Dan Kois has a blog entry in Slate where he sings the light praises of mass market books for their disposability; if a writer you've selected for your beach reading isn't keeping you enthralled, simply toss the offending book and go on to the next. He cites Fran Lebowitz, fabled New York humorist , and her collection of old magazine columns "Metropolitan Life" as example number one in paperbacks that wore out their welcome. I've watched Fran Lebowitz on a variety of talk  shows for near twenty years and thought she was witty and quotable and all that--she was refreshing in that she was genuinely funny and had no new book, movie or movie to plug--but I thought  she was above her pay grade as a writer. She was a joke teller who seemed to have been bullied by well meaning fans and reviewers into thinking that she was in the higher reaches of the American Pantheon of Funny Scribes. "Metropolitan Life", as described here, was a let down, of course, not enough laughs to justify all the words that came between the punchlines.

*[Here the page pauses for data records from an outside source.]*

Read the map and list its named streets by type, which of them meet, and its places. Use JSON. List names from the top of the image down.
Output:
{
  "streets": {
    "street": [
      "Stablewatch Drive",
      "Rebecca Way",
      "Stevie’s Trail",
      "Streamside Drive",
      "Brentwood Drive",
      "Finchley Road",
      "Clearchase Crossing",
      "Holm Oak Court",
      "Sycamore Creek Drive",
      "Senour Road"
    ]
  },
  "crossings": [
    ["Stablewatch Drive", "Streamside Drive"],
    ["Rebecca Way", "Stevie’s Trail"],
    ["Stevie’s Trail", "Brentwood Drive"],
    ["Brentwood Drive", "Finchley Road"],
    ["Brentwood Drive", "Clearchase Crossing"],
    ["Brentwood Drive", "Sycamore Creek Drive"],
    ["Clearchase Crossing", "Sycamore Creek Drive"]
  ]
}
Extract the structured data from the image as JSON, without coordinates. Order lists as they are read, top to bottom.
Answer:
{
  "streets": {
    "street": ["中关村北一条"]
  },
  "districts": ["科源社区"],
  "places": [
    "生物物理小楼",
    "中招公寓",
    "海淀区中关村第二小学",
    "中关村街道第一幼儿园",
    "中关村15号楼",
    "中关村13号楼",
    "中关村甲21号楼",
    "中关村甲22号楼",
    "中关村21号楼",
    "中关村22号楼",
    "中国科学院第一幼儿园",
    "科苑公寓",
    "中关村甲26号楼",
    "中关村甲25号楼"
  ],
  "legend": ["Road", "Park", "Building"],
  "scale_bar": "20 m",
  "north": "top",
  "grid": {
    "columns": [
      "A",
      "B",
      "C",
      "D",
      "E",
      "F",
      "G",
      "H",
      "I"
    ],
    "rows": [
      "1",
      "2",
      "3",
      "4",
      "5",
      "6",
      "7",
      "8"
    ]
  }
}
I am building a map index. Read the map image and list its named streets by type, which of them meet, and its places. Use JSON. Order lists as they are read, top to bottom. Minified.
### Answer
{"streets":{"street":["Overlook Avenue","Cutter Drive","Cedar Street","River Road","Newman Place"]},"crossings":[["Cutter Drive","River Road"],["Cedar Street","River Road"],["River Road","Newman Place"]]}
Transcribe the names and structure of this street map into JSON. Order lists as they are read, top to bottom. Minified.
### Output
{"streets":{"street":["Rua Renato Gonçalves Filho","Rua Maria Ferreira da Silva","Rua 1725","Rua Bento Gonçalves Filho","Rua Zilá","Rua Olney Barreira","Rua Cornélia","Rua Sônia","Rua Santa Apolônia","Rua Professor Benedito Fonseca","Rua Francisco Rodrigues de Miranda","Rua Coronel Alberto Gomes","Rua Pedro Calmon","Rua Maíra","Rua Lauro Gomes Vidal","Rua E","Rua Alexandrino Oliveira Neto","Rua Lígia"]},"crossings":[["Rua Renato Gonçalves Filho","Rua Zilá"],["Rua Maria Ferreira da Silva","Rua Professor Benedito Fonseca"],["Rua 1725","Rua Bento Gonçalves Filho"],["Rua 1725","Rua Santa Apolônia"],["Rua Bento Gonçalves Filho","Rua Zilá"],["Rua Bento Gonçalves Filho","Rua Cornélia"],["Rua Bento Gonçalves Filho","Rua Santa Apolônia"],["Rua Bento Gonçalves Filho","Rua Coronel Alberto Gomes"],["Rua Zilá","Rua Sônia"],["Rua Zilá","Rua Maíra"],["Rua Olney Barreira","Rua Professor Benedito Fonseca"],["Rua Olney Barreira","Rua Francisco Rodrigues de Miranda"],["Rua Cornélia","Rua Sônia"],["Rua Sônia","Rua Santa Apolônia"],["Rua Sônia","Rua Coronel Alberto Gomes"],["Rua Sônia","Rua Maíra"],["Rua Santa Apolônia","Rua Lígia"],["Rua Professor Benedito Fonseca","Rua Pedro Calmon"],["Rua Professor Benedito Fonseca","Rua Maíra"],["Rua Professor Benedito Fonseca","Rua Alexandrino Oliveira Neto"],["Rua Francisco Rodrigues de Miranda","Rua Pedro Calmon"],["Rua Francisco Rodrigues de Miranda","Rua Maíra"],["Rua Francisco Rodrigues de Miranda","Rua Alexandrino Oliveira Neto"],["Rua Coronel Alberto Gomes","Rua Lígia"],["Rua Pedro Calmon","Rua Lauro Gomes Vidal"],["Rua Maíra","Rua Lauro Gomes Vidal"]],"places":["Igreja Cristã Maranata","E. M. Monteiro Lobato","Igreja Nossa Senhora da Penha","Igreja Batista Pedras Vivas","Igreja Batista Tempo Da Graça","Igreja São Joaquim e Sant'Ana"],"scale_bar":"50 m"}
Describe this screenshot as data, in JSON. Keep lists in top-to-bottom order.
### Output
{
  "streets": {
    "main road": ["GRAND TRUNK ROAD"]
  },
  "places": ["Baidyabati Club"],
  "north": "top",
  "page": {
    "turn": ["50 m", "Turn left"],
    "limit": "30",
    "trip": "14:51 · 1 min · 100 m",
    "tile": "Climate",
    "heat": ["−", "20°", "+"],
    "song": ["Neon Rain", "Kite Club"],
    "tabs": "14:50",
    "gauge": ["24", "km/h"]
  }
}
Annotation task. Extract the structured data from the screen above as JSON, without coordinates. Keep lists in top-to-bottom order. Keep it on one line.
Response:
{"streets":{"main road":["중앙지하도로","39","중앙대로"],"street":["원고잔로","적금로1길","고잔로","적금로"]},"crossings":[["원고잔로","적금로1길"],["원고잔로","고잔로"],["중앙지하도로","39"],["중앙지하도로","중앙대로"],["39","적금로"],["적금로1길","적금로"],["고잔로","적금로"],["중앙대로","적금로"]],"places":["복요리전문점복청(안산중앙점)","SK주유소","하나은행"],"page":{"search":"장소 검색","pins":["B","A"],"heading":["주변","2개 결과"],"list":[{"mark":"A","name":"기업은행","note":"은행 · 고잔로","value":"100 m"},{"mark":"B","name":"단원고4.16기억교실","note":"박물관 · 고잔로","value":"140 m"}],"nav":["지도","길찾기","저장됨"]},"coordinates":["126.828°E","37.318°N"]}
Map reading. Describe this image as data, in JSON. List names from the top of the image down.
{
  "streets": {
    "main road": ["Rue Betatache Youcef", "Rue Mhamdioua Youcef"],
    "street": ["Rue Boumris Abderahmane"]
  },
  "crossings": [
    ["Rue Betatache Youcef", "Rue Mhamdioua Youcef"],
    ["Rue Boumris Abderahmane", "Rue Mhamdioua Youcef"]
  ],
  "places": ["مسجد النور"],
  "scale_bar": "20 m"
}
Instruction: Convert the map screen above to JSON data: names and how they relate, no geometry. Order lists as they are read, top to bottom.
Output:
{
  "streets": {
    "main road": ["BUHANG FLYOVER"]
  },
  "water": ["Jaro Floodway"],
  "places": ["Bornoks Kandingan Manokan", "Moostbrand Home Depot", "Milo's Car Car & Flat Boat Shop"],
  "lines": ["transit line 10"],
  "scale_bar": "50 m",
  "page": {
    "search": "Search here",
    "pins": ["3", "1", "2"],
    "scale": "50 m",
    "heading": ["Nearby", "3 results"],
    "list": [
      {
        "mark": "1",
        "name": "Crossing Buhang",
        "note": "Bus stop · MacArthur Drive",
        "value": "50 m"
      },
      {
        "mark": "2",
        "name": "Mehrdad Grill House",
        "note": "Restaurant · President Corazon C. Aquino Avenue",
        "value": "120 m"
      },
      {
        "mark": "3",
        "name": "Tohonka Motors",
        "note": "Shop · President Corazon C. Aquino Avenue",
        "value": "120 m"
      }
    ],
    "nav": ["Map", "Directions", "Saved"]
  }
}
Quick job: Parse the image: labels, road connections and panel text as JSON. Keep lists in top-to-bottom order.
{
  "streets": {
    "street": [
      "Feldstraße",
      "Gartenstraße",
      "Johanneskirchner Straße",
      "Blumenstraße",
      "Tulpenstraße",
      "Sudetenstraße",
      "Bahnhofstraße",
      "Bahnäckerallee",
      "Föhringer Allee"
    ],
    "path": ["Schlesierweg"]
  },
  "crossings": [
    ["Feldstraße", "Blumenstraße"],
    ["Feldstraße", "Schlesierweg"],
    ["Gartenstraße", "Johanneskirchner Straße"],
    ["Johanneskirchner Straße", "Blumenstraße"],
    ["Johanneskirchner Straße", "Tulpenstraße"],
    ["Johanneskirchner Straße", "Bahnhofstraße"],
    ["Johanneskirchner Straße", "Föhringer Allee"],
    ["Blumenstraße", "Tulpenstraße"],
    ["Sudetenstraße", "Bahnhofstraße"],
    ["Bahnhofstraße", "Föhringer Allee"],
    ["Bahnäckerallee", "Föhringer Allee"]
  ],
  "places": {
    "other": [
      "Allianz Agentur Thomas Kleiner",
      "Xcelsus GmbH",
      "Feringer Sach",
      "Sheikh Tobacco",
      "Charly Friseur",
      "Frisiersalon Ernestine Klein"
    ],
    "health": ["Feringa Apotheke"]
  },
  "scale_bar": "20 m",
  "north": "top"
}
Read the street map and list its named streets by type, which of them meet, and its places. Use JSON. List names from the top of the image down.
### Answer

 I empathize with the columnists plight of having to write a certain number of words against a deadline pressure with the requirement of being literate, funny, easily editable by  pressed upon copy readers, but my sympathies are reserved for those who have by lines appearing two   or three times a week, plus feature stories, when required. Journalism and not literature you say, and fine, but this does fit my definition of a working writer.

 All those phone calls, all those notes, all those Google searches,  all  that research has to be constantly culled , updated, revised , vetted and finally written up in a timely manner, and be readable as well. Lebowitz had a monthly column, however, and though it's understandable that she may be one of these folks who can verbally sling choice bon mots, insults, quips and curses without the onset of migraines but found it difficult to face keyboard and produce, at will, a stream of words as a writer's job requires, she had very long lead times to develop a topic and create an interesting context for her punchlines; her prose need not have been merely a chatty delivery system for jokes of  inconsistent quality. 

Her reputation endures , which is fine, although I wonder if we are now able to refer to authors who no longer publish as being former-writers. "Write" is a verb, which connotes action , and for clarity's sake we would not be harmed by letting readers now what some celebrity authors used to for a living. A former boxer has no shame being referred to as an "ex-fighter". Why shouldn't writers be just as adult about the matter?